Dataset entries
<<<<

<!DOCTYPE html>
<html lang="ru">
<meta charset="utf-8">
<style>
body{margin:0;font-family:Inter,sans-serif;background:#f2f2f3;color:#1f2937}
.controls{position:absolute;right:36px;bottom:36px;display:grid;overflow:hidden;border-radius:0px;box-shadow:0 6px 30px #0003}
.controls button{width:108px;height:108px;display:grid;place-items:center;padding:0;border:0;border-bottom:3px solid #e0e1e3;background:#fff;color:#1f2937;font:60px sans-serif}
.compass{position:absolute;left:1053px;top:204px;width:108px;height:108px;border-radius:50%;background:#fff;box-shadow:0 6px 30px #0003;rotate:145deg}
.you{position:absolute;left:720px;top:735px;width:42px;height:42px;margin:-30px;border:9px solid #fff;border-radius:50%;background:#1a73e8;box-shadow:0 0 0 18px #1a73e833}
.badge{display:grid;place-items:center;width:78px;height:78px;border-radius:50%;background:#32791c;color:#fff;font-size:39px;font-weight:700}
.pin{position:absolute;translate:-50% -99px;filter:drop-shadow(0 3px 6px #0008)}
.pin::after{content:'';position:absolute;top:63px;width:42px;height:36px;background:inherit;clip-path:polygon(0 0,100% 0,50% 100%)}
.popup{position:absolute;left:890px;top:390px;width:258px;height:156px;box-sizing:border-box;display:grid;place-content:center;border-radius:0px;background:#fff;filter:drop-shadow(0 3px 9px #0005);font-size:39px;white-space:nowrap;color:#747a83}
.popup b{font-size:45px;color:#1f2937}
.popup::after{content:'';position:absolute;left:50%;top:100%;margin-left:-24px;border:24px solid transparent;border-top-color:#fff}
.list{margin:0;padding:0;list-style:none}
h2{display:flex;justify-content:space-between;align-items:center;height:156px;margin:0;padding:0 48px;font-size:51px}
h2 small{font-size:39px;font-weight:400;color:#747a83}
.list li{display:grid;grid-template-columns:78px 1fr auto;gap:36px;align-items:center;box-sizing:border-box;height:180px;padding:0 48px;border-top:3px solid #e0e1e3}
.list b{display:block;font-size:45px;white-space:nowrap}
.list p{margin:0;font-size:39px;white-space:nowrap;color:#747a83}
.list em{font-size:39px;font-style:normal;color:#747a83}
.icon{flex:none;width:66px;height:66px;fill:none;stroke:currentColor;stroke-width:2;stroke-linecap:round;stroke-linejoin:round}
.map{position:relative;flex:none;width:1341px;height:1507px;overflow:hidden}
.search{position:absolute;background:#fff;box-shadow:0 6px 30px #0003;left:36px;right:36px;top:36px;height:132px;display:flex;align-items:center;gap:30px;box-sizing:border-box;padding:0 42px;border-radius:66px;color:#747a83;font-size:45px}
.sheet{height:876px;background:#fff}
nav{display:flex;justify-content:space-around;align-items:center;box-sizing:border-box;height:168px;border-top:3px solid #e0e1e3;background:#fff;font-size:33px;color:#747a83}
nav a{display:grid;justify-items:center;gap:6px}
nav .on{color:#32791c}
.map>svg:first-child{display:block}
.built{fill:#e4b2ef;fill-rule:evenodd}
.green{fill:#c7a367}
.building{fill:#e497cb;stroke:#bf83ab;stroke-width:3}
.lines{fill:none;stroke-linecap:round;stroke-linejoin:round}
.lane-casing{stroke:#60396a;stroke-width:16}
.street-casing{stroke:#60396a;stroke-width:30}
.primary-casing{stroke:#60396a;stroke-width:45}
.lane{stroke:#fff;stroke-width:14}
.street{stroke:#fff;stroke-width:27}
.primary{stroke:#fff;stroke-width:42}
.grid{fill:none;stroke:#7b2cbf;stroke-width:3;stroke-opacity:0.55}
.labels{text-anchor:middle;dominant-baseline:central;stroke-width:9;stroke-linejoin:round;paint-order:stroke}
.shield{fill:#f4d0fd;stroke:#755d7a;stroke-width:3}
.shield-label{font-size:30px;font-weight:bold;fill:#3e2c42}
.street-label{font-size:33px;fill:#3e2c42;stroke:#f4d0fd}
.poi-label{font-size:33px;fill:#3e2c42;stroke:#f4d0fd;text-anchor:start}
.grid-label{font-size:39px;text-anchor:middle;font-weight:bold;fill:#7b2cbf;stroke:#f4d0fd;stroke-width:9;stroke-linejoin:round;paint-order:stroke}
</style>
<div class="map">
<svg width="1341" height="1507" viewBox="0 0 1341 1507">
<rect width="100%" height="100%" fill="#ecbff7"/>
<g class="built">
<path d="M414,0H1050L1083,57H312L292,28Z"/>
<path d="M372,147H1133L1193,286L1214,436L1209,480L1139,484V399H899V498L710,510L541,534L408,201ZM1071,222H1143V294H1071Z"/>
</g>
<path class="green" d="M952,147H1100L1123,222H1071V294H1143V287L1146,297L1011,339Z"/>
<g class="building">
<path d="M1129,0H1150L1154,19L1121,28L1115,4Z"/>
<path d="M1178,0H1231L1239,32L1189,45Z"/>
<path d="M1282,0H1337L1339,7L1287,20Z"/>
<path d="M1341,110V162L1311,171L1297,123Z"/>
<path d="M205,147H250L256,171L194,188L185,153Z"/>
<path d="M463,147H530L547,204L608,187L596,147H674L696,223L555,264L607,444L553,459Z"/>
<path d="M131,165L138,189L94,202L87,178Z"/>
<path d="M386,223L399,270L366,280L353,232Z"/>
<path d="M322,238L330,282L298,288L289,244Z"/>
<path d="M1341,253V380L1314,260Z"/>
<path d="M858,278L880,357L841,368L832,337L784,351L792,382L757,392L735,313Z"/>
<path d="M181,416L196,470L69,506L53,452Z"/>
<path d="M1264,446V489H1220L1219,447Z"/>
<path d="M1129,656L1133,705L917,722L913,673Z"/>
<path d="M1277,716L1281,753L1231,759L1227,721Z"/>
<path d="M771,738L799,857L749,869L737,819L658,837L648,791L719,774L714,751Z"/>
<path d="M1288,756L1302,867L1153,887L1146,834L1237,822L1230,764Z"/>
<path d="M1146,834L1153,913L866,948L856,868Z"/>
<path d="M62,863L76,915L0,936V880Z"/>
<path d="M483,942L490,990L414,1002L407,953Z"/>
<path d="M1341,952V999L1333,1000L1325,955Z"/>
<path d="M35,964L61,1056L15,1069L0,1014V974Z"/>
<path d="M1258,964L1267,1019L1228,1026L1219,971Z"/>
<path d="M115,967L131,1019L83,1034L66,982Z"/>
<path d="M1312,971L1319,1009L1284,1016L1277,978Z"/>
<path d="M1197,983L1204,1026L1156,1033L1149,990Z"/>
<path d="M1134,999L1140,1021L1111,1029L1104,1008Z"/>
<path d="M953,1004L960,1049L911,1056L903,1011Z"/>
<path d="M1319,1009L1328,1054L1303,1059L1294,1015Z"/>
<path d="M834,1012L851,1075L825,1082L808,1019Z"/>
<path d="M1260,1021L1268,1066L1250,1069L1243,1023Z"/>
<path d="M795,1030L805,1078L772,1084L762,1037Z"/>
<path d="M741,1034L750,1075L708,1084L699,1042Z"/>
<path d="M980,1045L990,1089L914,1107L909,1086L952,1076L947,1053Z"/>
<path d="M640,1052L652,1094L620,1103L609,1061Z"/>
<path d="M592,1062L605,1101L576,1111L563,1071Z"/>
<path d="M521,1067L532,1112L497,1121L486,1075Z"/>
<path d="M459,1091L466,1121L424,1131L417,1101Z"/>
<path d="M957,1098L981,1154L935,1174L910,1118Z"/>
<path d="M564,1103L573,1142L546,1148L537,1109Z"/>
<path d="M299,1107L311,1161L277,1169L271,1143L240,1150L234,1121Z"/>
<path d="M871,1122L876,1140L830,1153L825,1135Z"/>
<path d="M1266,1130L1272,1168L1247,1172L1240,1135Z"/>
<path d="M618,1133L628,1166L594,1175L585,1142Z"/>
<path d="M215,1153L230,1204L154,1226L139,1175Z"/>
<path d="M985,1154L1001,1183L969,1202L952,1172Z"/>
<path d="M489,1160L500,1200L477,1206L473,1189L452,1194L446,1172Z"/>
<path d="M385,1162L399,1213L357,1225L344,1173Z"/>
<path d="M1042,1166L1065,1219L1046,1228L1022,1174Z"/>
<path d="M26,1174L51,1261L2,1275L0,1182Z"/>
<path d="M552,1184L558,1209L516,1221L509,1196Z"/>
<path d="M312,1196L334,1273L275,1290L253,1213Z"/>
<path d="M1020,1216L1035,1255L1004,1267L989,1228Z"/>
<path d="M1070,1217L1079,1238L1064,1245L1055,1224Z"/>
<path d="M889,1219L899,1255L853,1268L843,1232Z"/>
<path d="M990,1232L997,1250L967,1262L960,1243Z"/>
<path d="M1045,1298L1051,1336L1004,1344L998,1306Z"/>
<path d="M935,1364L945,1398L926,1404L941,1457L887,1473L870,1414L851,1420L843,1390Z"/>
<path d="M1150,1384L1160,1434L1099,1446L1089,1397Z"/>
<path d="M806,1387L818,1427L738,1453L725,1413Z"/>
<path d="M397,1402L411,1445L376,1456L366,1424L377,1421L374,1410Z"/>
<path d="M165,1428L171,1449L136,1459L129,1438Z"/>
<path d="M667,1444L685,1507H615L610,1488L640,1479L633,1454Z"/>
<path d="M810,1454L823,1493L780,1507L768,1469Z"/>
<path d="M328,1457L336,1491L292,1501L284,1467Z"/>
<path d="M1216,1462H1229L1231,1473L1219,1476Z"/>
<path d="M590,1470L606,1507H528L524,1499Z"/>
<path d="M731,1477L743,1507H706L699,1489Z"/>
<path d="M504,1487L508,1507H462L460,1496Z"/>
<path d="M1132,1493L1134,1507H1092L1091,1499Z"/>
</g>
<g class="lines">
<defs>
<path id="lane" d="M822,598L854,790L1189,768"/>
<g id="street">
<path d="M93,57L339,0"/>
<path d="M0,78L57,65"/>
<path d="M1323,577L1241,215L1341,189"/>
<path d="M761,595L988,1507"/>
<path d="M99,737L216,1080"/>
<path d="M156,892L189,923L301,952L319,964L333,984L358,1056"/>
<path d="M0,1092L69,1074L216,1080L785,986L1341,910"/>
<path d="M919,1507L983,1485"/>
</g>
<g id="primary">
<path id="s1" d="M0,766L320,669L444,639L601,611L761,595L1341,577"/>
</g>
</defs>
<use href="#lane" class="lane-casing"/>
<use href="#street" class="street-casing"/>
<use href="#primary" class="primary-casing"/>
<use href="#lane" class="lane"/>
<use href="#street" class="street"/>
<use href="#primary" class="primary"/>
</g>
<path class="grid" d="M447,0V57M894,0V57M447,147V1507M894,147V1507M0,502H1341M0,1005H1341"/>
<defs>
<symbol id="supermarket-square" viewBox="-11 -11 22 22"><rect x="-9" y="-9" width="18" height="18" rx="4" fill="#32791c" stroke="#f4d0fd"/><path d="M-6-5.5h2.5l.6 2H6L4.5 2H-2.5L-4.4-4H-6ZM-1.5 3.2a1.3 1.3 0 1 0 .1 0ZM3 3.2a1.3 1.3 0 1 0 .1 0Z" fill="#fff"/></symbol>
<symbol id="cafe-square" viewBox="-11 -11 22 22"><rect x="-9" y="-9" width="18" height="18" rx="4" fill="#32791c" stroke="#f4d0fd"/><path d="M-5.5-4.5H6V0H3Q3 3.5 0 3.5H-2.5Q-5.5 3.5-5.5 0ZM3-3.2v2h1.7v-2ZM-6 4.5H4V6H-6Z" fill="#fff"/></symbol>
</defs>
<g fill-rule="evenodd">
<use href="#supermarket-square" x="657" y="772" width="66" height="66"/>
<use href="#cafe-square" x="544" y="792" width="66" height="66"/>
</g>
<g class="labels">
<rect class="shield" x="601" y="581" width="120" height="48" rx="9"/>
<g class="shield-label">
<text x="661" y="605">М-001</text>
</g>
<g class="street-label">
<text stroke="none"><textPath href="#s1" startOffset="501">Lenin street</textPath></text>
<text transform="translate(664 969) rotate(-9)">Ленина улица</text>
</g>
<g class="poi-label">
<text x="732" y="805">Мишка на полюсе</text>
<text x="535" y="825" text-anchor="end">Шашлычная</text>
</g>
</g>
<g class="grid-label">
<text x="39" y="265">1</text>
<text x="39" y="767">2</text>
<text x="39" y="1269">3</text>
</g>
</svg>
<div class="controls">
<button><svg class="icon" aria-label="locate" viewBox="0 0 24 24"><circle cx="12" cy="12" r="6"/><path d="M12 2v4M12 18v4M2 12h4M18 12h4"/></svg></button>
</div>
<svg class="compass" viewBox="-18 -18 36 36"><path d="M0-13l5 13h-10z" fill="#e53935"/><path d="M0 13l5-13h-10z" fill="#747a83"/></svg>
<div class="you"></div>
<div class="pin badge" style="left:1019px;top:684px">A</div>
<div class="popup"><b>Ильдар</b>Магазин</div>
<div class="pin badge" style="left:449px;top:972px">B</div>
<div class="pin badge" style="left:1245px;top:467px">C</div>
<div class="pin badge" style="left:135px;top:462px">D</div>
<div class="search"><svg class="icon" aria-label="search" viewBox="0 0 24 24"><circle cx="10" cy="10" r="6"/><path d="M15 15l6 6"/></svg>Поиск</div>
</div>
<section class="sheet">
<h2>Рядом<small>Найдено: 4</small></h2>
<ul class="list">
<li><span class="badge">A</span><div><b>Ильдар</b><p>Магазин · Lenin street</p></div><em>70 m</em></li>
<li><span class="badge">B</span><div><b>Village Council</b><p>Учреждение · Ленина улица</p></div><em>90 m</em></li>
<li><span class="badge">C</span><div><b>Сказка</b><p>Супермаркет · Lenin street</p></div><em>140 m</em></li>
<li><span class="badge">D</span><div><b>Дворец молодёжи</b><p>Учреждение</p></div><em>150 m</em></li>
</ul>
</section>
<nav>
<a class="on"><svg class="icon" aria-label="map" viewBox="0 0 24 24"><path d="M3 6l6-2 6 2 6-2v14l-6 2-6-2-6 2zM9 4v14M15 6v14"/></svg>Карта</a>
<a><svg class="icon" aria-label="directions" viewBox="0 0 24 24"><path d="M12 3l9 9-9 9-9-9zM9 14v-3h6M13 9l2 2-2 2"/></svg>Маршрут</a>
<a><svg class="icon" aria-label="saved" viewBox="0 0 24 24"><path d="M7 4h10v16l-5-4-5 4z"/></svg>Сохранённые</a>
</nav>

>>>>

__What the task asks__: Copy all lines from the data that hold the word "list".

__Task result__:
.list{margin:0;padding:0;list-style:none}
.list li{display:grid;grid-template-columns:78px 1fr auto;gap:36px;align-items:center;box-sizing:border-box;height:180px;padding:0 48px;border-top:3px solid #e0e1e3}
.list b{display:block;font-size:45px;white-space:nowrap}
.list p{margin:0;font-size:39px;white-space:nowrap;color:#747a83}
.list em{font-size:39px;font-style:normal;color:#747a83}
<ul class="list">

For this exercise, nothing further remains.